Konservasi Harus Jamin Hak Rakyat agar Berhasil
Penulis : Gilang Helindro
Lingkungan
Rabu, 13 Agustus 2025
Editor : Yosep Suprayogi
BETAHITA.ID - Wahana Lingkungan Hidup Indonesia (WALHI) Jawa Timur menyatakan peringatan Hari Konservasi Alam Nasional (HKAN) setiap 10 Agustus seharusnya menjadi momentum untuk mengkritisi kesenjangan antara tujuan konservasi dan kondisi di lapangan, khususnya di Jawa Timur. Organisasi ini menegaskan, konservasi tak boleh hanya berorientasi pada pelestarian formal, tetapi juga menjamin hak masyarakat yang hidup di sekitar kawasan hutan.

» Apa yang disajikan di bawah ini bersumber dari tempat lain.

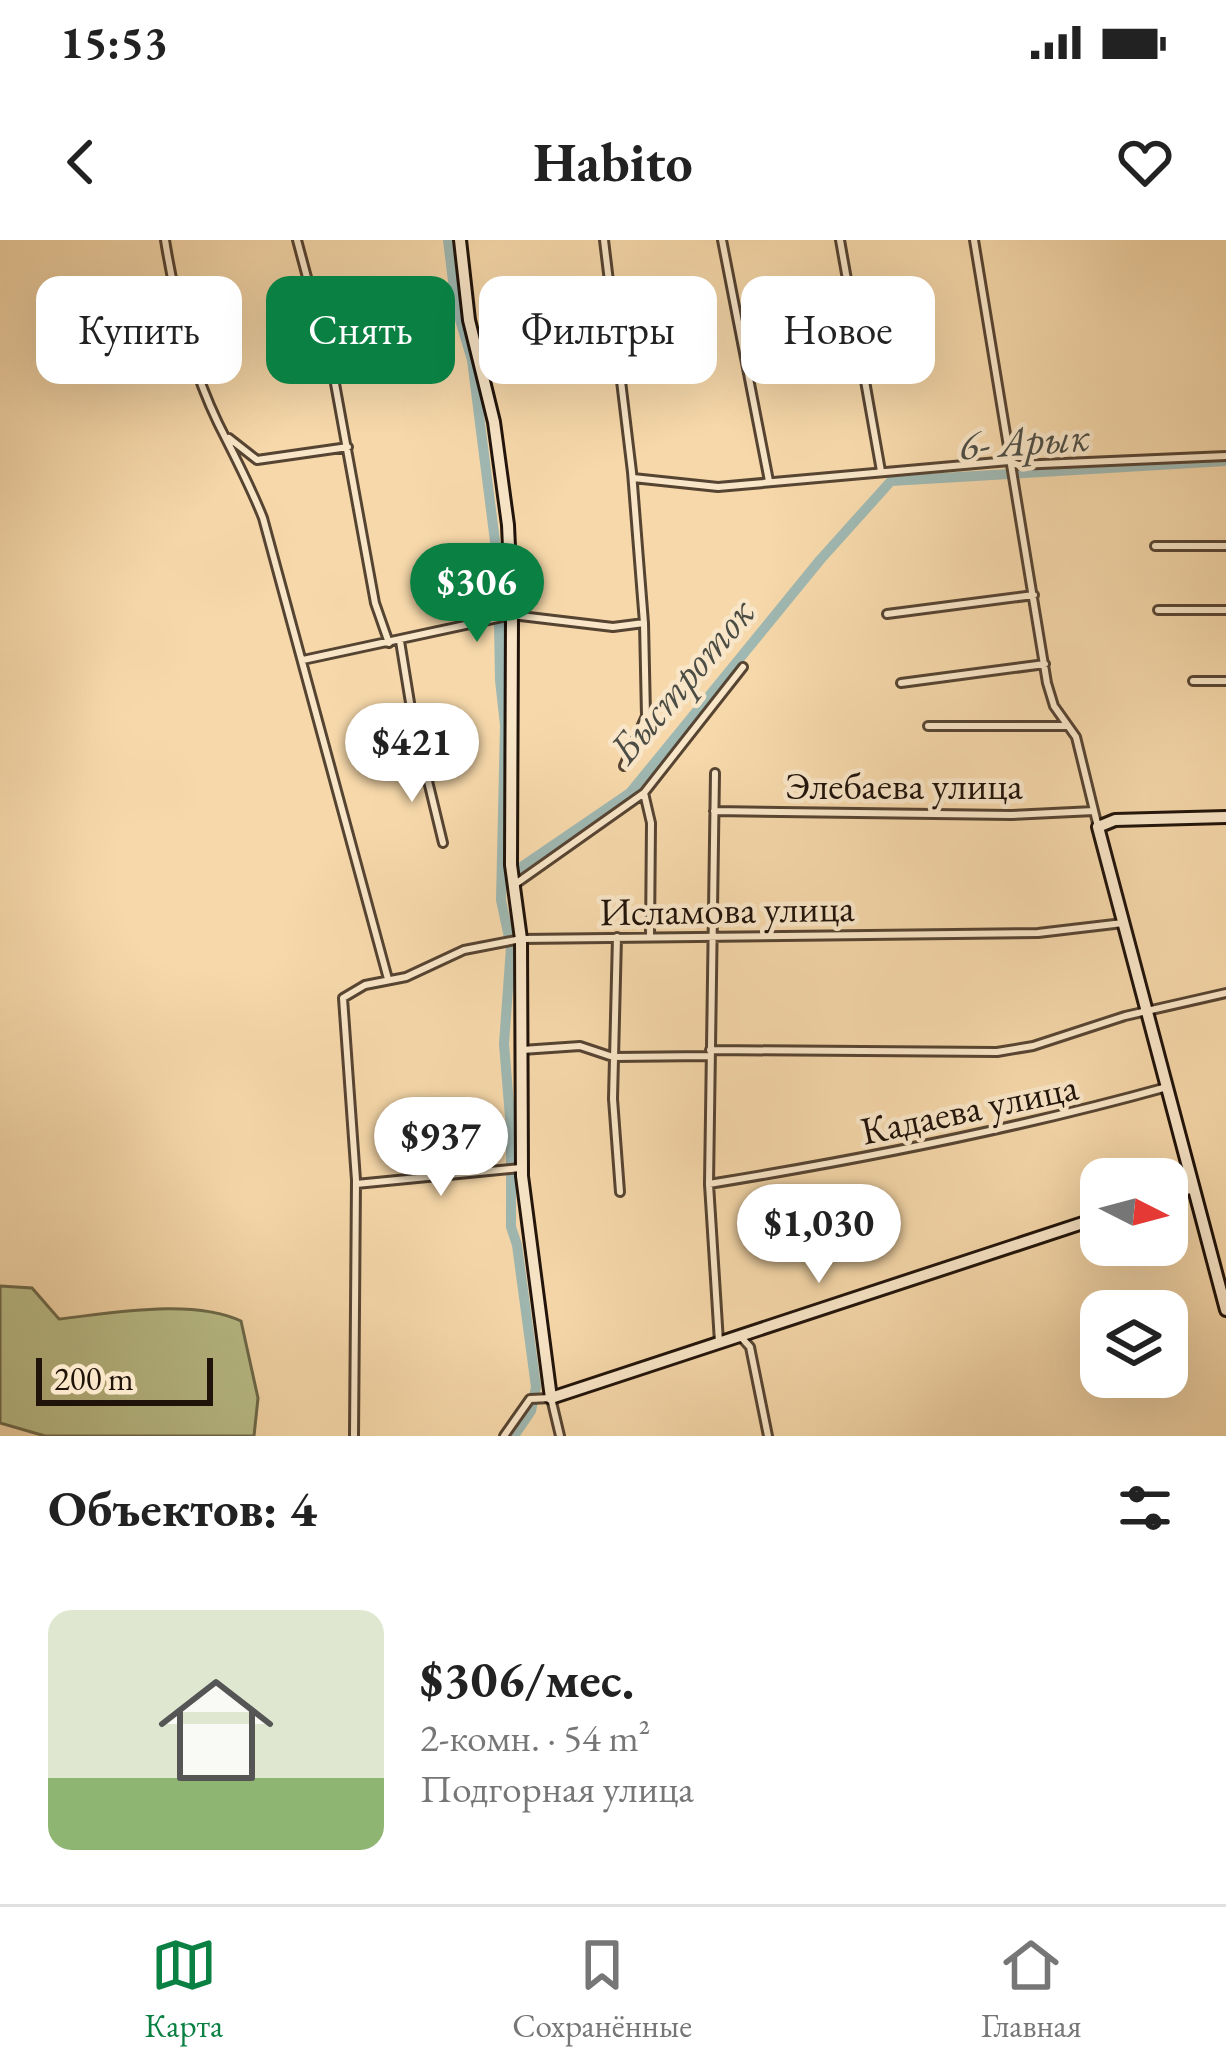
<!DOCTYPE html>
<html lang="ru">
<meta charset="utf-8">
<style>
body{margin:0;font-family:"EB Garamond",serif;background:#f2f2f2;color:#222;height:100vh;display:flex;flex-direction:column;font-size:45px;white-space:nowrap}
*{box-sizing:border-box;margin:0}
p{font-size:39px;color:#767676}
.icon{flex:none;width:66px;height:66px;fill:none;stroke:currentColor;stroke-width:2;stroke-linecap:round;stroke-linejoin:round}
.map{position:relative;height:1196px;overflow:hidden}
.side{display:flex;flex-direction:column;background:#fff;flex:1}
.side>*{flex:none}
.guide{position:absolute;left:36px;top:36px;width:1155px;height:108px;display:flex;gap:24px}
.needle{width:78px;rotate:96deg}
.controls{position:absolute;left:1080px;top:918px;display:grid;gap:24px}
.controls a{display:grid;place-items:center;width:108px;height:108px;border-radius:24px;background:#fff;box-shadow:0 12px 48px #0002;font-size:60px}
.scale{position:absolute;left:36px;bottom:30px;width:177px;box-sizing:border-box;padding-left:12px;border:6px solid #20130a;border-top:0;font-size:33px;line-height:42px;white-space:nowrap;color:#20130a;-webkit-text-stroke:9px #f9e6c8;paint-order:stroke}
.price{position:absolute;translate:-50% -102px;padding:0 27px;border-radius:42px;background:#fff;color:#222;font-size:39px;line-height:78px;filter:drop-shadow(0 3px 6px #0008)}
.price::after{content:'';position:absolute;left:50%;top:72px;width:36px;height:27px;margin-left:-18px;background:inherit;clip-path:polygon(0 0,100% 0,50% 100%)}
.price.on{background:#0b8043;color:#fff}
ul{padding:0;list-style:none}
li{display:flex;align-items:center;gap:36px;height:300px;padding:0 48px}
li+li{border-top:3px solid #e0e0e0}
li span{display:grid;place-items:center;flex:none;width:336px;height:240px;border-radius:24px;color:#555}
li>.icon{margin-inline-start:auto}
span .icon{width:144px;height:144px;fill:#fffc;stroke-width:1}
li b{font-size:51px}
h2{display:flex;justify-content:space-between;align-items:center;height:144px;padding:0 48px;font-size:51px}
.tag{padding:0 42px;border-radius:24px;background:#fff;box-shadow:0 12px 48px #0002;font-size:42px;line-height:108px}
.tag.on{background:#0b8043;color:#fff}
.status{display:flex;justify-content:space-between;align-items:center;height:84px;padding:0 60px;background:#fff;direction:ltr}
.status svg{height:33px;fill:currentColor}
header{display:flex;justify-content:space-between;align-items:center;height:156px;padding:0 48px;background:#fff;font-size:54px;font-weight:700}
.menu{display:flex;justify-content:space-around;align-items:center;height:168px;border-top:3px solid #e0e0e0;background:#fff;font-size:33px;color:#767676}
.menu a{display:grid;justify-items:center;gap:6px}
.menu .on{color:#0b8043}
.map>svg:first-child{display:block}
.green{fill:#babf8a;stroke:#6d694a;stroke-width:3}
.lines{fill:none;stroke-linecap:round;stroke-linejoin:round}
.river{stroke:#9fb8b2;stroke-width:10}
.street-casing{stroke:#564432;stroke-width:12}
.secondary-casing{stroke:#20130a;stroke-width:16}
.street{stroke:#f9e6c8;stroke-width:6}
.secondary{stroke:#f9e6c8;stroke-width:10}
.labels{text-anchor:middle;stroke-width:9;stroke-linejoin:round;paint-order:stroke}
.street-label{font-size:39px;fill:#20130a;stroke:#f9e6c8}
.water-label{font-size:42px;font-style:italic;fill:#4c4d45;stroke:#f9e6c8}
</style>
<div class="status"><b>15:53</b><svg viewBox="0 0 49 12"><path d="M0 12V9h3v3zM5 12V6h3v6zM10 12V3h3v9zM15 12V0h3v12zM26 1h20v11H26zM47 4h2v5h-2z"/></svg></div>
<header><svg class="icon" aria-label="back" viewBox="0 0 24 24"><path d="M15 5l-7 7 7 7"/></svg>Habito<svg class="icon" aria-label="heart" viewBox="0 0 24 24"><path d="M12 20l-8-8c-3-5 5-10 8-4 3-6 11-1 8 4z"/></svg></header>
<div class="map">
<svg width="1226" height="1196" viewBox="0 0 1226 1196">
<rect width="100%" height="100%" fill="#f6d8aa"/>
<filter id="stains"><feTurbulence type="fractalNoise" baseFrequency=".00167" numOctaves="4"/><feColorMatrix values="0 0 0 0 .2 0 0 0 0 .09 0 0 0 0 .02 0 0 0 .5 -.17"/></filter>
<radialGradient id="worn" r=".72"><stop offset=".6" stop-color="#630" stop-opacity="0"/><stop offset="1" stop-color="#630" stop-opacity=".3"/></radialGradient>
<path class="green" d="M0,1046L32,1048L59,1079C112,1073 193,1058 241,1081L258,1158L254,1196H45L0,1183Z"/>
<g class="lines">
<path class="river" d="M448,0L456,66L472,120L498,325L500,440L505,485L501,660L511,707L504,804L511,889V987L517,1005L536,1147L531,1171L514,1196
M510,647L523,626L630,553L820,320L891,241L1226,221"/>
<defs>
<path id="street" d="M165,0C175,62 191,127 218,183C234,215 250,245 263,278L388,739
M297,0L334,138L375,363L389,403
M604,0L632,232L644,383L646,476L624,526
M722,0L769,241
M840,0L881,231
M974,0L1047,443L1054,466L1076,497L1098,587
M229,198L257,220L348,207
M633,238L718,247L1009,221L1018,225L1226,216
M1155,306H1226
M1158,370H1226
M887,374L1034,355
M400,401L412,475L443,603
M303,420L512,375L613,387L644,383
M1193,441H1226
M901,443L1045,424
M928,486H1066
M715,533L709,944L719,1102
M644,553L651,583L650,697
M714,571L1011,575L1094,571
M514,645L644,553L743,427
M617,697L613,859L620,952
M522,810L580,806L613,817L708,816
M710,810L997,812L1033,806L1125,776L1226,753
M356,944L520,928
M709,944C863,919 1016,889 1167,847
M740,1096L750,1107L768,1196
M354,1196L356,940L343,758L365,745L406,737L464,710L521,699L1038,693L1123,683
M504,1196L530,1159L551,1158L560,1196"/>
<path id="secondary" d="M460,0L469,80L494,182L508,285L512,375L511,625L521,699L522,936L551,1158L1101,977
M1226,577L1115,580L1098,587L1226,1070
M1167,955L1193,947"/>
</defs>
<use href="#street" class="street-casing"/>
<use href="#secondary" class="secondary-casing"/>
<use href="#street" class="street"/>
<use href="#secondary" class="secondary"/>
</g>
<g class="labels">
<g class="street-label">
<text x="904" y="559">Элебаева улица</text>
<text transform="translate(727 669) rotate(-1)" y="14">Исламова улица</text>
<text transform="translate(969 868) rotate(-12)" y="14">Кадаева улица</text>
</g>
<g class="water-label">
<text transform="translate(1024 200) rotate(-4)" y="15">6- Арык</text>
<text transform="translate(681 440) rotate(-50)" y="15">Быстроток</text>
</g>
</g>
<rect width="100%" height="100%" filter="url(#stains)"/>
<rect width="100%" height="100%" fill="url(#worn)"/>
</svg>
<div class="controls">
<a><svg class="needle" viewBox="-14 -14 28 28"><path d="M0-13l5 13h-10z" fill="#e53935"/><path d="M0 13l5-13h-10z" fill="#767676"/></svg></a>
<a><svg class="icon" aria-label="layers" viewBox="0 0 24 24"><path d="M12 4l9 5-9 5-9-5zM3 14l9 5 9-5"/></svg></a>
</div>
<div class="scale">200 m</div>
<b class="price on" style="left:477px;top:405px">$306</b>
<b class="price" style="left:412px;top:565px">$421</b>
<b class="price" style="left:441px;top:959px">$937</b>
<b class="price" style="left:819px;top:1046px">$1,030</b>
<div class="guide">
<a class="tag">Купить</a>
<a class="tag on">Снять</a>
<a class="tag">Фильтры</a>
<a class="tag">Новое</a>
</div>
</div>
<section class="side">
<h2>Объектов: 4<svg class="icon" aria-label="filters" viewBox="0 0 24 24"><path d="M4 7h16M4 17h16"/><circle cx="9" cy="7" r="2"/><circle cx="15" cy="17" r="2"/></svg></h2>
<ul>
<li><span style="background:linear-gradient(#dfe7d0 70%,#8fb573 0)"><svg class="icon" aria-label="home" viewBox="0 0 24 24"><path d="M3 11l9-7 9 7M6 9v11h12V9"/></svg></span><div><b>$306/мес.</b><p>2-комн. · 54 m²</p><p>Подгорная улица</p></div></li>
</ul>
</section>
<nav class="menu">
<a class="on"><svg class="icon" aria-label="map" viewBox="0 0 24 24"><path d="M3 6l6-2 6 2 6-2v14l-6 2-6-2-6 2zM9 4v14M15 6v14"/></svg>Карта</a>
<a><svg class="icon" aria-label="saved" viewBox="0 0 24 24"><path d="M7 4h10v16l-5-4-5 4z"/></svg>Сохранённые</a>
<a><svg class="icon" aria-label="home" viewBox="0 0 24 24"><path d="M3 11l9-7 9 7M6 9v11h12V9"/></svg>Главная</a>
</nav>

Manajer Advokasi WALHI Jatim, Pradipta Indra Ariono, mengingatkan bahwa gagasan konservasi di Indonesia sudah muncul sejak masa kolonial pada 1937. Hingga ada HKAN telah ditetapkan melalui Keputusan Presiden No. 22/2009, "Laju kerusakan hutan di Jawa Timur tetap mengkhawatirkan," kata Pradipta dalam keterangan tertulisnya, dikutip Senin, 11 Agustus 2025.
Data Forest Watch Indonesia (FWI) mencatat deforestasi di Pulau Jawa mencapai 2,05 juta hektare pada 2000–2017, dengan laju 125.460 hektare per tahun. KLHK menyebut luas kawasan hutan di Jawa kini tinggal 24% daratan, dan hanya 19% yang masih berupa tutupan hutan. Di Jawa Timur, Global Forest Watch merekam hilangnya 84.500 hektare tutupan pohon antara 2001–2019, memicu emisi 36,3 juta ton CO₂.

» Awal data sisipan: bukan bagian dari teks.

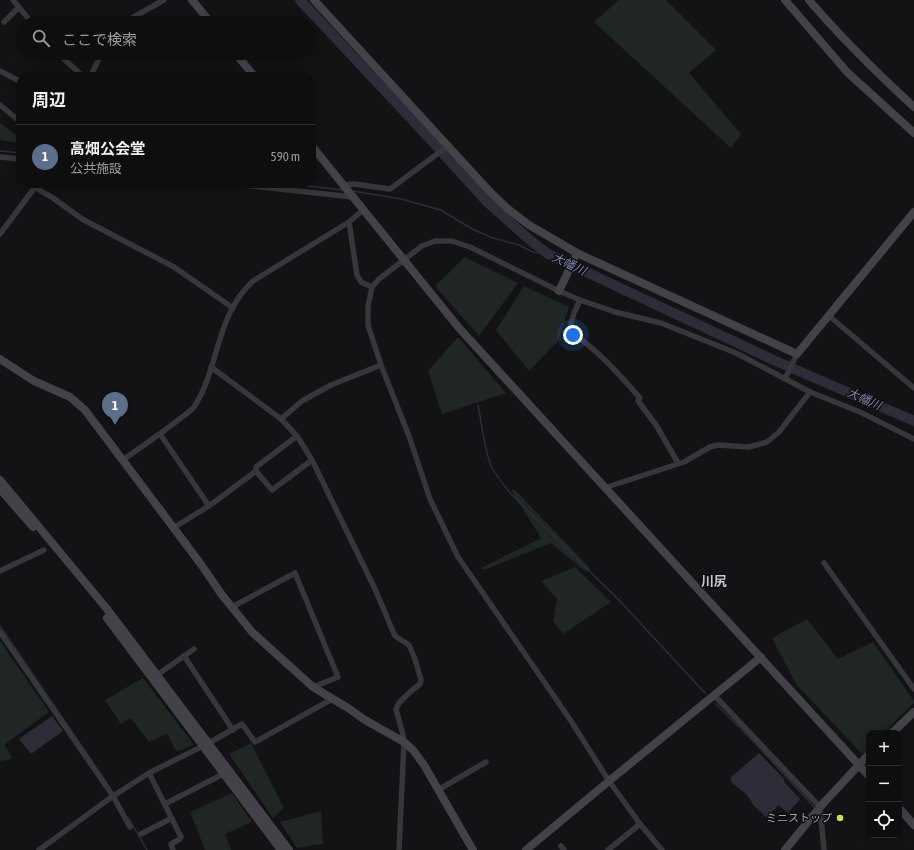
<!DOCTYPE html>
<html lang="ja">
<meta charset="utf-8">
<style>
:root{--surface:#0e0e0f;--page:#171718;--text:#f1f3f6;--muted:#9b9c9e;--line:#2e2e2f;--accent:#cee13d}
body{margin:0;font-family:"Asap Condensed","Noto Sans JP",sans-serif;background:var(--page);color:var(--text)}
.controls{position:absolute;right:12px;bottom:12px;display:grid;overflow:hidden;border-radius:8px;box-shadow:0 2px 10px #0003}
.controls button{width:36px;height:36px;display:grid;place-items:center;padding:0;border:0;border-bottom:1px solid var(--line);background:var(--surface);color:var(--text);font:20px sans-serif}
.you{position:absolute;left:573px;top:335px;width:14px;height:14px;margin:-10px;border:3px solid #fff;border-radius:50%;background:#1a73e8;box-shadow:0 0 0 6px #1a73e833}
.badge{display:grid;place-items:center;width:26px;height:26px;border-radius:50%;background:var(--accent);color:#fff;font-size:13px;font-weight:700}
.pin{position:absolute;translate:-50% -33px;filter:drop-shadow(0 1px 2px #0008)}
.pin::after{content:'';position:absolute;top:21px;width:14px;height:12px;background:inherit;clip-path:polygon(0 0,100% 0,50% 100%)}
.list{margin:0;padding:0;list-style:none}
h2{display:flex;justify-content:space-between;align-items:center;height:52px;margin:0;padding:0 16px;font-size:17px}
h2 small{font-size:13px;font-weight:400;color:var(--muted)}
.list li{display:grid;grid-template-columns:26px 1fr auto;gap:12px;align-items:center;box-sizing:border-box;height:64px;padding:0 16px;border-top:1px solid var(--line)}
.list b{display:block;font-size:15px;white-space:nowrap}
.list p{margin:0;font-size:13px;white-space:nowrap;color:var(--muted)}
.list em{font-size:13px;font-style:normal;color:var(--muted)}
.icon{flex:none;width:22px;height:22px;fill:none;stroke:currentColor;stroke-width:2;stroke-linecap:round;stroke-linejoin:round}
.map{position:relative;flex:none;width:914px;height:850px;overflow:hidden}
.search{position:absolute;background:var(--surface);box-shadow:0 2px 10px #0003;left:16px;top:16px;width:300px;height:44px;display:flex;align-items:center;gap:10px;box-sizing:border-box;padding:0 14px;border-radius:22px;color:var(--muted);font-size:15px}
.panel{position:absolute;background:var(--surface);box-shadow:0 2px 10px #0003;left:16px;top:72px;width:300px;height:116px;border-radius:16px}
.map>svg:first-child{display:block}
.green{fill:#1f2623}
.water{fill:#2c2d38}
.lines{fill:none;stroke-linecap:round;stroke-linejoin:round}
.stream{stroke:#2c2d38;stroke-width:1.5}
.river{stroke:#2c2d38;stroke-width:10}
.street{stroke:#37363a;stroke-width:5.5}
.secondary{stroke:#434248;stroke-width:8}
.poi-dot{fill:#cee13d;stroke:#0e0d0f;stroke-width:1.5}
.labels{text-anchor:middle;stroke-width:3;stroke-linejoin:round;paint-order:stroke}
.poi-label{font-size:11px;fill:#a7a5b3;stroke:#0e0d0f;text-anchor:end}
.water-label{font-size:12px;font-style:italic;fill:#7f82ac;stroke:#0e0d0f}
.quarter-label{font-size:13px;font-weight:bold;fill:#c7c6cf;stroke:#0e0d0f}
</style>
<div class="map">
<svg width="914" height="850" viewBox="0 0 914 850">
<rect width="100%" height="100%" fill="#131214"/>
<!-- green -->
<g class="green">
<path d="M619,0H666L716,50L689,73L741,134L731,148L594,22Z"/>
<path d="M0,123L21,138V141L19,143L0,140Z"/>
<path d="M465,257L518,283L479,336L435,286Z"/>
<path d="M524,286L569,307L558,341L529,371L496,330Z"/>
<path d="M458,337L506,393L442,414L428,371Z"/>
<path d="M511,490H515L590,568L586,572L551,543L484,570L481,568L541,538Z"/>
<path d="M575,567L611,602L563,634L553,621L557,599L541,581Z"/>
<path d="M807,619L838,659L873,642L914,701V703L883,733H869V747L862,754L796,684L772,638Z"/>
<path d="M0,641L49,712L5,744L12,759L0,761Z"/>
<path d="M143,678L194,745L177,752L167,734L149,742L131,718L121,724L105,700Z"/>
<path d="M251,743L284,808L273,818L229,754Z"/>
<path d="M232,793L252,822L225,834L231,850H205L190,812Z"/>
<path d="M321,811L323,844L297,848L280,822Z"/>
</g>
<!-- water -->
<g class="water">
<path d="M52,716L63,731L31,754L19,739Z"/>
<path d="M759,753L784,779V782L800,799L788,813L778,805L767,818L754,806L746,794L732,783L730,778Z"/>
</g>
<g class="lines">
<!-- stream -->
<g class="stream">
<path d="M0,151L21,153"/>
<path d="M281,183L343,190"/>
<path d="M353,191L401,199L441,210L472,229L493,238L519,245L533,252L548,254"/>
<path d="M478,405C482,424 484,450 492,468C497,477 504,485 510,493L618,599L705,693"/>
<path d="M0,626L106,782"/>
<path d="M715,703L753,741L814,807"/>
<path d="M128,817L147,850"/>
</g>
<!-- river -->
<path class="river" d="M300,0L431,140L486,201L530,240L548,254L778,362L914,421"/>
<!-- street -->
<g class="street">
<path d="M13,0L32,23"/>
<path d="M4,22L18,8"/>
<path d="M123,23L164,0"/>
<path d="M57,53L84,77"/>
<path d="M0,71L21,82"/>
<path d="M90,77L102,53"/>
<path d="M0,105L17,119L21,121"/>
<path d="M0,157L21,159"/>
<path d="M225,183L353,197"/>
<path d="M344,185L354,184L390,189L448,146"/>
<path d="M36,188L53,198L82,219L174,267L233,308"/>
<path d="M349,222L357,275L361,282L372,287"/>
<path d="M0,234L38,183"/>
<path d="M580,300L574,313L569,331C597,349 618,373 640,398L638,401L656,425L678,463"/>
<path d="M828,315L914,388"/>
<path d="M211,367L281,419L297,436L312,460L375,589L395,636L409,645L415,659L421,680L420,684L409,693L399,703L396,709L403,735L404,742L399,850"/>
<path d="M785,379L797,354"/>
<path d="M281,419L302,401L331,385L381,365"/>
<path d="M160,434L209,506"/>
<path d="M123,460C141,447 160,434 177,421C183,416 190,412 194,407C220,367 215,316 253,281L349,222L363,210"/>
<path d="M256,471L272,490L312,460"/>
<path d="M604,488L684,462L710,447L718,445L749,447L767,442L779,432L810,392"/>
<path d="M173,528L209,506L256,471V467L297,436"/>
<path d="M824,563L914,689"/>
<path d="M0,571L44,550"/>
<path d="M232,607L295,573L338,677L313,687"/>
<path d="M0,632L113,796L130,827"/>
<path d="M184,656L233,730"/>
<path d="M157,675L194,649"/>
<path d="M714,695L820,807L824,850"/>
<path d="M149,773L181,837L180,839L171,844L173,850"/>
<path d="M438,790L486,762"/>
<path d="M165,804L223,774"/>
<path d="M141,834L172,818"/>
<path d="M561,846L564,850"/>
<path d="M39,850L113,796L149,773L209,743L242,724L255,742L332,699"/>
<path d="M608,850L640,824"/>
<path d="M662,850L640,824L609,781L569,718L458,557L430,499L409,436L381,365L368,325V306L372,287L379,279L422,246L435,241H452L470,247L559,291L580,300L615,312L661,323L736,353L810,392L860,412L914,439"/>
</g>
<!-- secondary -->
<g class="secondary">
<path d="M192,0L211,23"/>
<path d="M314,0L491,193L508,209L529,225L577,253L797,354L914,212"/>
<path d="M785,0L847,72L914,133"/>
<path d="M809,0C842,39 877,73 914,107"/>
<path d="M235,53L255,77"/>
<path d="M311,145L459,328L869,776"/>
<path d="M559,291L577,253"/>
<path d="M0,359L34,381L70,397L85,410L200,563L222,595L252,632L313,687L348,708L365,720L404,742L413,750L424,765L473,850"/>
<path d="M0,480L107,609L289,850"/>
<path d="M0,489L33,527"/>
<path d="M107,618L281,850"/>
<path d="M892,733L914,712"/>
<path d="M899,808L914,825"/>
<path d="M526,850L609,781L761,657"/>
<path d="M785,850L820,807L869,754"/>
</g>
</g>
<!-- markers -->
<circle class="poi-dot" cx="840" cy="818" r="4"/>
<g class="labels">
<!-- poi labels -->
<g class="poi-label">
<text x="832" y="822">ミニストップ</text>
</g>
<!-- water labels -->
<g class="water-label">
<text transform="translate(569 264) rotate(25)" y="4">大幡川</text>
<text transform="translate(864 399) rotate(24)" y="4">大幡川</text>
</g>
<!-- quarter labels -->
<g class="quarter-label">
<text x="714" y="586">川尻</text>
</g>
</g>
</svg>
<div class="controls">
<button>+</button>
<button>−</button>
<button><svg class="icon" aria-label="locate" viewBox="0 0 24 24"><circle cx="12" cy="12" r="6"/><path d="M12 2v4M12 18v4M2 12h4M18 12h4"/></svg></button>
</div>
<div class="you"></div>
<div class="pin badge" style="left:115px;top:425px;background:#5c6f8a">1</div>
<div class="search"><svg class="icon" aria-label="search" viewBox="0 0 24 24"><circle cx="10" cy="10" r="6"/><path d="M15 15l6 6"/></svg>ここで検索</div>
<section class="panel">
<h2>周辺<small></small></h2>
<ul class="list">
<li><span class="badge" style="background:#5c6f8a">1</span><div><b>高畑公会堂</b><p>公共施設</p></div><em>590 m</em></li>
</ul>
</section>
</div>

Banyuwangi, Jember, Malang, Bondowoso, dan Tulungagung menjadi penyumbang terbesar kehilangan tutupan hutan akibat alih fungsi lahan, kebakaran hutan, dan pengelolaan yang tidak sesuai aturan. KLHK mencatat Jawa Timur kehilangan 18.822 hektare hutan akibat kebakaran hingga September 2024, termasuk 227 hektare hutan lindung.

WALHI Jatim menyoroti tiga dampak utama kerusakan ini: krisis air bersih akibat privatisasi sumber mata air, hilangnya habitat satwa yang memicu konflik manusia-satwa, serta melemahnya kedaulatan warga di sekitar kawasan hutan dan konservasi.
Staf Program WALHI Jatim, Nabila Putri, menilai kerusakan lingkungan diperparah oleh kebijakan yang lemah. Dalam catatan WALHI, tiga masalah mendesak dalam pembahasan RUU Perubahan UU No. 5/1990 tentang Konservasi Sumber Daya Alam Hayati dan Ekosistemnya adalah paradigma konservasi yang belum berbasis HAM, ketiadaan pengaturan pemulihan ekosistem menyeluruh, serta minimnya transparansi dan partisipasi publik.
Ia menekankan pentingnya mengakui peran masyarakat lokal dalam pengelolaan kawasan konservasi. “Ketika mereka diabaikan, yang muncul adalah konflik tenurial,” katanya. Nabila mencontohkan kasus penyusutan mangrove di Surabaya yang luasnya menyusut dari 3.300 hektare pada 1978 menjadi hanya sekitar 1.500–2.000 hektare saat ini akibat alih fungsi lahan dan lemahnya regulasi pemulihan ekosistem.
WALHI Jatim mendorong perubahan paradigma konservasi yang berbasis komunitas, transparan, dan berkeadilan ekologis. Peringatan HKAN, kata mereka, tidak boleh berhenti pada seremonial, tetapi harus menjadi gerakan kolektif yang menghubungkan perlindungan alam dengan perlindungan hak asasi manusia.